Variations to the disclosed embodiments can be understood and effected by those skilled in the art in practicing the principles and systems disclosed herein, from a study of the drawings, the disclosure and the appended claims. In the claims, the word "comprising" does not exclude other elements or steps, and the indefinite article "a" or "an" does not exclude a plurality. A single processor or other unit may fulfil the functions of several items recited in the claims. The mere fact that certain measures are recited in mutually different dependent claims does not indicate that a combination of these measures cannot be used to advantage. A computer program may be stored/ distributed on a suitable medium, such as an optical storage medium or a solid-state medium supplied together with or as part of other hardware, but may also be distributed in other forms, such as via the Internet or other wired or wireless telecommunication systems. Any reference signs in the claims should not be construed as limiting the scope.

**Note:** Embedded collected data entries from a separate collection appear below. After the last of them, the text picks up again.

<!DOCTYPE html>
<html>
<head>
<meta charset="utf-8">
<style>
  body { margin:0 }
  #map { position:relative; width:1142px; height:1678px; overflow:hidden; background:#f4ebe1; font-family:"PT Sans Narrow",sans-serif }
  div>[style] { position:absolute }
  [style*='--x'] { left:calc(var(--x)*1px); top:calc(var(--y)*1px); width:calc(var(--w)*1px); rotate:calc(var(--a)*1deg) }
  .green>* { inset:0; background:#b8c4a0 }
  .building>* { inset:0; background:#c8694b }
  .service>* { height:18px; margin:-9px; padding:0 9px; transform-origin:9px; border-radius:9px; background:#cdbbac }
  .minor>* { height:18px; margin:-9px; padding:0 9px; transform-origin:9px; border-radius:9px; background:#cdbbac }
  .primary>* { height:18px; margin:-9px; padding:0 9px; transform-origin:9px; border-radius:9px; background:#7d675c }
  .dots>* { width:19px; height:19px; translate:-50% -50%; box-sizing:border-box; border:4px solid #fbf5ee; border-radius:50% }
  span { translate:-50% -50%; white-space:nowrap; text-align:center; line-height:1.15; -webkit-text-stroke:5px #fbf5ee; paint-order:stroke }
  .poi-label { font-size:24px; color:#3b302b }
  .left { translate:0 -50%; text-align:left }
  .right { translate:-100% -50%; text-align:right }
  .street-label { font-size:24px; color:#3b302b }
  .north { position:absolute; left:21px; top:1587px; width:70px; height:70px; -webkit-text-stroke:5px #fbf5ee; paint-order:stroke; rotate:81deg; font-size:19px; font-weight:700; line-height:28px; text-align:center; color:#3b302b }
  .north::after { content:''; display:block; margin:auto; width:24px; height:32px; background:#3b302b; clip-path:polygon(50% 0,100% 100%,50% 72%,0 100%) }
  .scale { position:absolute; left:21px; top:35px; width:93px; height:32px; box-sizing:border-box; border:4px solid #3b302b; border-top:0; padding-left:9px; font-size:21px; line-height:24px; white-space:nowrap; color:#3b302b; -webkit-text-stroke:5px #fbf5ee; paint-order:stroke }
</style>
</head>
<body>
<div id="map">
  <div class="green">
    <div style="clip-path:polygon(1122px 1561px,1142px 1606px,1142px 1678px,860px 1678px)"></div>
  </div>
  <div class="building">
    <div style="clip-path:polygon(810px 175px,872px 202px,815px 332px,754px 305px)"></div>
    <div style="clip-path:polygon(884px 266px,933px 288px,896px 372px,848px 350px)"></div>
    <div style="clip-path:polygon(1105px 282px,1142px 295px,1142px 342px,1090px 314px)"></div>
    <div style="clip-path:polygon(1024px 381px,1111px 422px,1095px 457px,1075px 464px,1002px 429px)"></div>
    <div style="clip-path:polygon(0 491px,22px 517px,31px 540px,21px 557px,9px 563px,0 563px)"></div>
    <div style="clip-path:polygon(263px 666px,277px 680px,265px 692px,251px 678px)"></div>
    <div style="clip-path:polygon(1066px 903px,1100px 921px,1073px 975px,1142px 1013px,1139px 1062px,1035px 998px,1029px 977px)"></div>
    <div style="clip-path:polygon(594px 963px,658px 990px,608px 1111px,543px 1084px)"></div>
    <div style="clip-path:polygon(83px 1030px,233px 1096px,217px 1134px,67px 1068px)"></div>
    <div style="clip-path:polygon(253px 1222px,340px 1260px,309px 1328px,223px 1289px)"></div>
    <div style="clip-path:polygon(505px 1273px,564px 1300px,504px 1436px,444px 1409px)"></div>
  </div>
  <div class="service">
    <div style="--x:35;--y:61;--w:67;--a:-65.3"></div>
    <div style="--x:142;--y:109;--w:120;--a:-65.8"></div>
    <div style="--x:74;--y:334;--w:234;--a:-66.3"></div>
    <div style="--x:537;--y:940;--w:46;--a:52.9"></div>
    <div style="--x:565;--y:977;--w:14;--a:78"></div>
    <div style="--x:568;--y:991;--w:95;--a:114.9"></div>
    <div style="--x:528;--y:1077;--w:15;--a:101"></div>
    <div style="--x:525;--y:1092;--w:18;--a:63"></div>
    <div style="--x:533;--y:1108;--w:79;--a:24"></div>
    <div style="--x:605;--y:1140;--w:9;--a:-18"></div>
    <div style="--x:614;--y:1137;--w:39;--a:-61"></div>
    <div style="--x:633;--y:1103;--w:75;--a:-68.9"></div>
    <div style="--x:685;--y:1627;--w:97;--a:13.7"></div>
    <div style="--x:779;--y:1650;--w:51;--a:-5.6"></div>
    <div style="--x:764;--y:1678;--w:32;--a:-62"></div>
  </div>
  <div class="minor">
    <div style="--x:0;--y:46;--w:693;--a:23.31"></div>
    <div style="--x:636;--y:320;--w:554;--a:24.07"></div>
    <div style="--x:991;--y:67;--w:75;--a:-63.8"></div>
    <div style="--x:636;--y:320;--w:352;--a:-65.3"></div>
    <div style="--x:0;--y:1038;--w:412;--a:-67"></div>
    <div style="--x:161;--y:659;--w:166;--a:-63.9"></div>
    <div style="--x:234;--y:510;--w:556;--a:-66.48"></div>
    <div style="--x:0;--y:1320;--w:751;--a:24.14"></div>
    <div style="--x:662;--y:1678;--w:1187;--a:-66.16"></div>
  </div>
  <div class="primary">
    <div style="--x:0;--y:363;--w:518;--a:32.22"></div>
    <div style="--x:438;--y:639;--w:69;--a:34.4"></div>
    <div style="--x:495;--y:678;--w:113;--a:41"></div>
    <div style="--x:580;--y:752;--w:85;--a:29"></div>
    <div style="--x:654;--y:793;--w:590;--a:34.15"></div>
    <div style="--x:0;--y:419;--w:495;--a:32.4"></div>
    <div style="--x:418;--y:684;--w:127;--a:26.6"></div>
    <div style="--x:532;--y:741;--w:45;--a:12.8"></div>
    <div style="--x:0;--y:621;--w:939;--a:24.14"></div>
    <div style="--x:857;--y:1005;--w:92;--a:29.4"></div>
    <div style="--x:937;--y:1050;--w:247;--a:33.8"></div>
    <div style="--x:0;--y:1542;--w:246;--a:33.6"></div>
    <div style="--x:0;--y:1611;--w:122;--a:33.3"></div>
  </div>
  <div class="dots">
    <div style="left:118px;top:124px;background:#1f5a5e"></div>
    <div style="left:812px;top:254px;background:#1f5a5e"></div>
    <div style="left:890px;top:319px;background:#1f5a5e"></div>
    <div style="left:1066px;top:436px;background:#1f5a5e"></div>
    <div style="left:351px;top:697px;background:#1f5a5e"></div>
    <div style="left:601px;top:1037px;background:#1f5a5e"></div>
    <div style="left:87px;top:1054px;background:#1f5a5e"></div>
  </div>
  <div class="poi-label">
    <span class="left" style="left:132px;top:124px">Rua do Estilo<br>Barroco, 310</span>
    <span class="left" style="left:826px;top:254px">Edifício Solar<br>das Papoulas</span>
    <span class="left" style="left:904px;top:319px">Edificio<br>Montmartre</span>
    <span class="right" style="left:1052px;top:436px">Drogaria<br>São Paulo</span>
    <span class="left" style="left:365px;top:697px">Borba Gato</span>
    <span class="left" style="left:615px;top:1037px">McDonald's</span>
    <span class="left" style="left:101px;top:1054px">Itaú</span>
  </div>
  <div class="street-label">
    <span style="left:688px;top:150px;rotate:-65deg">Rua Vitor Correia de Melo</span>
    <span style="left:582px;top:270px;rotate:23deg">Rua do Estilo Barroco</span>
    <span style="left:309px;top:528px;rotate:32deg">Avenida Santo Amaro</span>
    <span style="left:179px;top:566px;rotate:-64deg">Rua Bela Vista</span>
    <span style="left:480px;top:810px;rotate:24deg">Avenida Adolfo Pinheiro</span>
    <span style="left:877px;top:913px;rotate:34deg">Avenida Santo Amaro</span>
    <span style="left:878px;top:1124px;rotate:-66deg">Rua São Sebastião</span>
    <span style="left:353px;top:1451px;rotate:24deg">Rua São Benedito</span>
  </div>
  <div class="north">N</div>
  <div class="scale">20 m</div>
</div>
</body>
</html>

It should be apparent from the foregoing description that various example embodiments of the invention may be implemented in hardware or firmware. Furthermore, various exemplary embodiments may be implemented as instructions stored on a machine- readable storage medium, which may be read and executed by at least one processor to perform the operations described in detail herein. A machine-readable storage medium may include any mechanism for storing information in a form readable by a machine, such as a personal or laptop computer, a server, or other computing device. Thus, a machine- readable storage medium may include read-only memory (ROM), random-access memory (RAM), magnetic disk storage media, optical storage media, flash-memory devices, and similar storage media.

It should be appreciated by those skilled in the art that any block diagrams herein represent conceptual views of illustrative circuitry embodying the principles of the invention. Similarly, it will be appreciated that any flow charts, flow diagrams, state transition diagrams, pseudo code, and the like represent various processes which may be substantially represented in machine readable media and so executed by a computer or processor, whether or not such computer or processor is explicitly shown.

Although the various exemplary embodiments have been described in detail with particular reference to certain exemplary aspects thereof, it should be understood that the invention is capable of other embodiments and its details are capable of modifications in various obvious respects. As is readily apparent to those skilled in the art, variations and modifications can be affected while remaining within the spirit and scope of the invention. Accordingly, the foregoing disclosure, description, and figures are for illustrative purposes only and do not in any way limit the invention, which is defined only by the claims.